It started Friday evening, though, really. I went to get my hair cut, to the same stylist I've been using for the last year. He seemed in a bit of a hurry--his best friend was there waiting to get styled for a photo shoot--but when I left there I looked okay. Since then, though, it's just been bad, bad, bad. I HATE it. Now, I am the most easy-going person in the world when it comes to hair. I've let friends cut it with office shears, always figuring "it's only hair," so when I say I have summoned up actual hatred towards a haircut, you know it must truly suck. I guess it looked okay when he styled it because, you know, he's a stylist, but I am most definitely not, and I can't get it to look like anything other than hammered crap. I would very much like to return and make him fix it, the first time in my life I've ever considered doing such a thing, but he is OUT OF TOWN ALL WEEK, and I can't. I don't have the time or energy to search for another stylist at the moment, so I guess I'll just live with it until he gets back. My co-workers insist it's not that bad, but I know better. I wish I could describe it to you--basically it just looks like two different haircuts, one from the top of my ears up, one from the top of my ears down, and I don't like either one of them. Sigh. I sort of have...wings. And flaps. Right now I very much wish I could use those wings and flaps like an airplane, and just sail away.

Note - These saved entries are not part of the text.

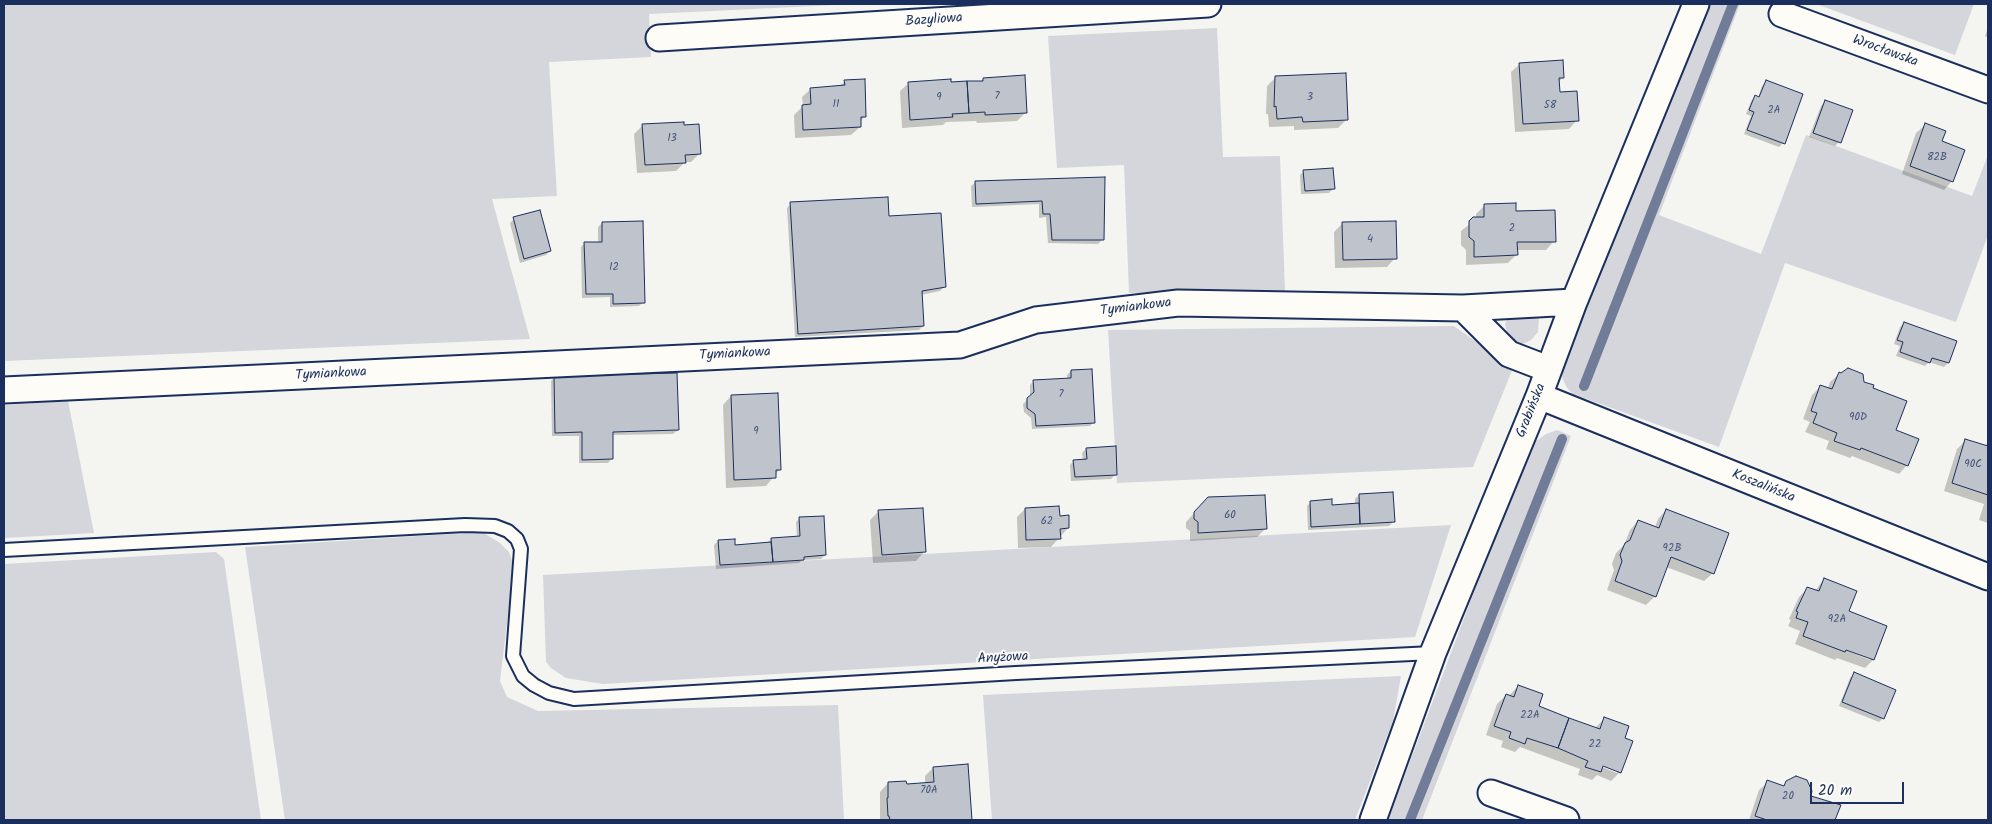 <!DOCTYPE html>
<meta charset="utf-8">
<style>
body{margin:0}
#map{position:relative;width:1992px;height:824px;overflow:hidden;background:#f4f4f1;font-family:Kalam,sans-serif}
canvas{display:block}
.frame{position:absolute;inset:0;border:5px solid #1b2f5e;pointer-events:none}
.scale{position:absolute;left:1810px;top:782px;width:94px;height:22px;box-sizing:border-box;border:2px solid #1b2f5e;border-top:0;padding-left:6px;font-size:15px;line-height:18px;white-space:nowrap;color:#1b2f5e;-webkit-text-stroke:4px #fdfcf7;paint-order:stroke}
</style>
<div id="map">
<canvas width="1992" height="824"></canvas>
<div class="frame"></div>
<div class="scale">20 m</div>
</div>
<script>
const g = document.querySelector('canvas').getContext('2d');
g.lineJoin = 'round';
function fillPath(path, color) {
  g.fillStyle = color;
  g.fill(path, 'evenodd');
}
function toPath(rows) {
  const path = new Path2D();
  for (const r of rows) {
    path.moveTo(r[0], r[1]);
    for (let i = 2; i < r.length; i += 2) path.lineTo(r[i], r[i + 1]);
  }
  return path;
}
function strokePath(path, color, width, dash) {
  g.strokeStyle = color;
  g.lineWidth = width;
  g.lineCap = dash ? 'butt' : 'round';
  g.setLineDash(dash || []);
  g.stroke(path);
}
function drawText(font, color, halo, rows, align = 'center') {
  g.font = font + ' Kalam,sans-serif';
  g.lineWidth = 4;
  g.setLineDash([]);
  g.textBaseline = 'middle';
  g.strokeStyle = halo;
  g.fillStyle = color;
  for (const [text, x, y, turn = 0] of rows) {
    g.save();
    g.translate(x, y);
    g.rotate((+turn || 0) * Math.PI / 180);
    g.textAlign = isNaN(turn) ? turn : align;
    if (halo) g.strokeText(text, 0, 0);
    g.fillText(text, 0, 0);
    g.restore();
  }
}
fillPath(toPath([
 [4,4,857,4,649,14,651,57,549,62,557,196,492,199,530,339,4,361],
 [1709,4,1740,4,1659,215,1761,254,1806,135,1972,196,1988,155,1988,235,1956,322,1785,263,1719,447,1573,394,1567,388,1561,375,1562,368],
 [1816,4,1974,4,1955,55],
 [1217,28,1223,157,1280,156,1285,291,1129,293,1124,165,1057,168,1048,36],
 [1535,313,1539,317,1538,332,1531,340,1523,344,1516,342,1507,332,1505,324,1509,315],
 [1454,326,1513,368,1473,467,1117,483,1108,330],
 [68,401,94,533,4,538,4,405],
 [1557,430,1571,436,1422,820,1388,820,1486,560,1533,443,1546,434],
 [1451,525,1415,637,603,684,566,678,551,668,546,662,543,575],
 [482,532,500,543,509,552,514,566,500,681,507,697,538,711,838,705,844,820,285,820,245,547],
 [216,552,224,559,261,820,4,820,4,564],
 [1401,676,1393,721,1355,820,992,820,983,695]
]), '#d4d6db');
fillPath(toPath([
 [1988,28,1988,38,1985,36],
 [1520,64,1563,78,1558,82,1559,93,1577,120,1569,129,1515,132,1511,72],
 [1276,77,1347,119,1338,128,1294,130,1294,126,1269,127,1268,114,1266,114,1267,86],
 [984,79,1026,112,1017,121,977,123,976,121,946,122,943,125,902,128,900,91,909,83,980,82],
 [845,81,865,116,860,122,860,127,851,135,795,138,794,115,803,106,802,97,811,89,839,87],
 [1766,82,1783,143,1779,147,1744,134,1751,116,1746,114,1751,101,1755,97,1758,98,1762,86],
 [1825,102,1839,142,1835,146,1809,137,1821,106],
 [643,125,700,153,691,162,685,162,676,171,637,173,634,134],
 [1925,125,1941,142,1952,181,1944,190,1902,174,1916,133],
 [1304,171,1333,189,1329,193,1301,194,1300,175],
 [1104,178,1102,240,1098,244,1048,243,1046,217,1039,218,1039,204,972,207,971,186,976,182],
 [791,204,888,217,944,287,940,291,921,295,923,326,919,330,795,337,787,208],
 [1485,205,1515,213,1554,241,1546,250,1516,250,1516,255,1508,263,1466,265,1466,250,1461,245,1461,231,1476,219,1476,214],
 [514,219,550,251,546,255,520,263,510,223],
 [602,223,643,302,639,306,610,307,610,297,582,298,581,247,585,243,598,243,598,227],
 [1343,223,1395,258,1387,267,1335,268,1334,232],
 [1904,323,1955,341,1948,363,1944,367,1929,362,1925,366,1896,356,1900,346,1894,344,1900,327],
 [1071,371,1094,422,1090,426,1032,429,1031,418,1024,412,1023,404,1030,397,1030,385,1034,381,1067,380,1067,375],
 [1839,374,1862,383,1894,431,1907,465,1899,474,1852,456,1850,458,1826,449,1829,441,1805,432,1810,422,1803,419,1812,395,1821,386,1828,389,1830,382],
 [555,377,678,430,673,434,612,435,612,458,608,463,579,463,579,436,552,436,551,381],
 [731,396,780,469,766,486,726,488,723,405],
 [1966,440,1984,446,1988,443,1988,523,1979,520,1984,504,1944,491,1957,449],
 [1086,449,1115,475,1111,479,1071,481,1070,465,1074,461,1083,460,1082,453],
 [1359,495,1394,521,1389,526,1308,530,1307,506,1311,502,1331,506,1355,505,1355,499],
 [1199,508,1266,528,1257,537,1190,541,1190,531,1186,528,1186,522],
 [1025,509,1058,517,1068,528,1051,547,1018,548,1017,517],
 [1666,510,1713,573,1704,581,1666,567,1655,596,1646,605,1607,590,1614,570,1612,564,1616,553,1624,545,1630,530,1638,521,1655,527,1658,519],
 [879,511,924,552,916,561,873,563,870,520],
 [800,518,825,555,821,559,802,560,799,563,716,569,714,545,718,541,734,546,767,543,771,539,797,538,796,522],
 [1824,579,1848,612,1886,626,1873,660,1865,668,1837,658,1835,660,1795,644,1800,631,1788,626,1791,620,1789,619,1799,597,1808,588,1815,591],
 [1841,646,1870,658,1870,660,1840,648],
 [1854,674,1883,718,1879,722,1839,706,1850,678],
 [1518,686,1537,707,1595,728,1605,718,1624,738,1620,772,1611,781,1597,775,1592,780,1578,775,1580,769,1520,747,1515,752,1501,747,1503,741,1486,735,1497,704,1506,695,1509,696],
 [1598,763,1617,770,1617,773,1597,765],
 [967,765,970,820,880,820,880,792,888,783,906,785,925,784,925,776,933,768],
 [1768,782,1782,787,1787,782,1809,797,1839,807,1834,820,1749,820,1759,790]
]), '#0003');
strokePath(toPath([
 [1584,386,1733,4],
 [1410,820,1562,439]
]), '#717c98', 10);
const building = toPath([
 [1563,60,1564,78,1559,78,1560,92,1577,91,1579,121,1523,124,1519,63,1563,60],
 [1346,73,1348,120,1303,122,1302,117,1277,119,1276,106,1274,107,1275,76,1346,73],
 [1025,75,1027,113,985,115,985,112,969,113,967,81,983,81,983,78,1025,75],
 [865,79,866,117,861,117,861,127,803,130,802,105,811,104,810,88,845,85,844,80,865,79],
 [951,79,951,82,967,81,969,113,952,114,953,117,910,120,908,82,951,79],
 [1766,80,1803,94,1785,144,1747,130,1754,112,1749,110,1755,95,1759,97,1766,80],
 [1825,100,1853,110,1841,143,1813,133,1825,100],
 [684,122,684,125,699,124,701,154,685,155,686,163,645,165,642,124,684,122],
 [1925,123,1946,131,1942,141,1965,150,1953,182,1910,166,1925,123],
 [1333,168,1335,189,1305,191,1303,170,1333,168],
 [1105,177,1104,240,1052,240,1050,214,1043,214,1042,201,976,204,975,181,1105,177],
 [888,197,889,216,941,213,946,287,922,291,924,326,798,334,790,202,888,197],
 [1516,203,1516,211,1555,210,1556,242,1517,242,1518,255,1474,257,1474,241,1469,237,1469,221,1473,217,1484,217,1484,204,1516,203],
 [540,210,551,251,524,259,513,217,540,210],
 [643,221,645,303,613,304,613,294,586,294,584,242,602,242,602,222,643,221],
 [1396,221,1397,259,1343,260,1342,222,1396,221],
 [1904,322,1957,341,1949,363,1932,358,1930,363,1900,352,1903,342,1897,340,1904,322],
 [1848,368,1863,374,1864,382,1874,385,1873,388,1907,401,1896,430,1919,439,1908,466,1861,448,1860,450,1834,441,1837,433,1813,423,1817,413,1811,411,1820,385,1832,389,1839,372,1841,373,1848,368],
 [1092,369,1095,423,1036,426,1035,414,1027,408,1027,398,1034,392,1033,380,1071,378,1071,370,1092,369],
 [677,373,679,430,613,432,613,459,582,460,582,432,555,433,554,376,677,373],
 [778,393,781,470,776,470,776,478,734,480,731,395,778,393],
 [1965,439,1988,446,1988,495,1952,483,1965,439],
 [1116,446,1117,475,1075,477,1073,460,1087,459,1086,448,1116,446],
 [1393,492,1395,522,1360,524,1359,494,1393,492],
 [1265,495,1267,529,1198,533,1198,522,1194,519,1194,512,1208,497,1265,495],
 [1332,499,1332,505,1359,503,1360,524,1311,527,1310,501,1332,499],
 [1059,506,1060,516,1069,515,1069,528,1060,529,1061,539,1026,540,1025,508,1059,506],
 [923,508,926,552,882,555,878,510,923,508],
 [1666,509,1729,533,1714,574,1671,557,1656,597,1615,581,1622,561,1620,555,1625,543,1630,540,1638,520,1659,528,1666,509],
 [824,516,826,555,804,557,804,560,773,562,771,538,800,536,799,517,824,516],
 [735,539,735,545,771,542,773,562,720,565,718,540,735,539],
 [1824,578,1857,591,1849,611,1887,626,1874,660,1846,650,1845,652,1803,636,1808,622,1796,618,1798,612,1796,611,1807,587,1819,591,1824,578],
 [1854,672,1896,690,1884,719,1842,702,1854,672],
 [1518,685,1543,694,1539,706,1569,718,1558,748,1527,738,1525,744,1509,738,1511,732,1494,726,1506,694,1514,697,1518,685],
 [1604,717,1629,726,1625,738,1633,741,1621,773,1603,766,1601,772,1585,767,1588,761,1558,748,1569,718,1600,729,1604,717],
 [968,764,972,820,890,820,889,816,888,816,887,798,888,798,888,782,906,781,907,784,934,782,933,767,968,764],
 [1796,776,1807,780,1812,791,1811,796,1841,805,1835,820,1767,820,1755,816,1767,780,1784,786,1786,781,1796,776]
]);
fillPath(building, '#bfc3cc');
strokePath(building, '#1b2f5e', 1);
const service = toPath([
 [4,550,465,525,495,526,508,531,517,539,521,549,513,656,523,676,534,685,549,693,574,699,1016,673,1433,653]
]);
const minor = toPath([
 [1782,14,1988,90],
 [659,38,1208,4],
 [1463,308,1509,354,1548,369],
 [4,390,960,345,1036,320,1178,303,1463,308,1574,302],
 [1539,396,1988,577],
 [1491,793,1566,820],
 [1373,820,1433,653,1539,396,1574,302,1696,4]
]);
strokePath(service, '#1b2f5e', 16);
strokePath(minor, '#1b2f5e', 29);
strokePath(service, '#fdfcf7', 12);
strokePath(minor, '#fdfcf7', 25);
drawText('11px', '#44547a', null, [
 ["7",997,97],
 ["9",939,98],
 ["3",1310,98],
 ["11",836,105],
 ["58",1550,106],
 ["2A",1774,111],
 ["13",672,139],
 ["82B",1937,158],
 ["2",1512,229],
 ["4",1370,240],
 ["12",614,268],
 ["7",1061,395],
 ["90D",1858,418],
 ["9",756,432],
 ["90C",1973,465],
 ["60",1230,516],
 ["62",1047,522],
 ["92B",1672,549],
 ["92A",1837,620],
 ["22A",1530,716],
 ["22",1595,745],
 ["70A",929,791],
 ["20",1788,797]
]);
drawText('14px', '#1b2f5e', '#fdfcf7', [
 ["Bazyliowa",934,21,-4],
 ["Wrocławska",1885,52,20],
 ["Tymiankowa",1136,308,-7],
 ["Tymiankowa",735,355,-3],
 ["Tymiankowa",331,375,-3],
 ["Grabińska",1532,411,-68],
 ["Koszalińska",1763,487,22],
 ["Anyżowa",1003,659,-3]
]);
</script>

So that's when the annoyance started. It continued through the weekend, when for some reason I started to get what I can only describe as a crick in my chest muscles. I fall asleep in one position, all is well, and then when I roll over it feels as though someone is stabbing me in my sternum. A slight shift of position, and it goes away. Another slight shift, and it's back. It's making me crazy, not to mention doing wonders for my quality of sleep. And speaking of sleep, the quantity of my sleep is all messed up, too--thank you Daylight Saving Time! I didn't need that hour, really. You take it.
And then today has just been one little aggravation after another. Little aggravations, not life-threatening, by any means, but just one after the other. On my way home for lunch, I was passed by a large van in a big hurry, and there must have been a giant pothole in his lane, is all I can think (and it's been raining here all weekend), because my car was suddenly enveloped in a sea of mud. Lovely, just lovely. I continued home, only to sit for several minutes waiting for a stinking train to get the hell out of my way. Delightful, just delightful. When I arrived home, I decided I'd better hook up the garden hose and try to wash some of the mud off the car before it baked into clay. Well, the hose had apparently been champing at the bit all winter, sitting there disconnected, and it got all giddy and immediately did its best impression of a Wham-O Water Wiggle,
and soaked me from head to toe. Refreshing, so refreshing. And if I thought my hair looked bad BEFORE, well...let's just say that when I went out into the backyard, my stray cat Dolly took one look at me, hissed, and ran out of the yard. She did. I'm not making this up, sadly. We're at the time of year when neither my heating nor air-conditioning is kicking on, which is great for the utility bill, but not so great for the air quality inside, so when I went inside the house smelled...not BAD, exactly, just stale. The cats had taken it upon themselves to reposition every one of the area rugs. Ah, sweet kitties.
I'm back at work now. I have a headache. My plans to dazzle the blogosphere with the world's most brilliant, insightful, humorous post--in honor of my six-month blogiversary--have fallen to the wayside. (I fully realize, of course, that today's post likely would have fallen far short of that laudable goal, anyway, but a girl can pretend...uh, I mean dream, can't she?)
I just want to go home. Unfortunately, I have a rehearsal this evening, so I'm quite sure the fun is not over yet, by any means.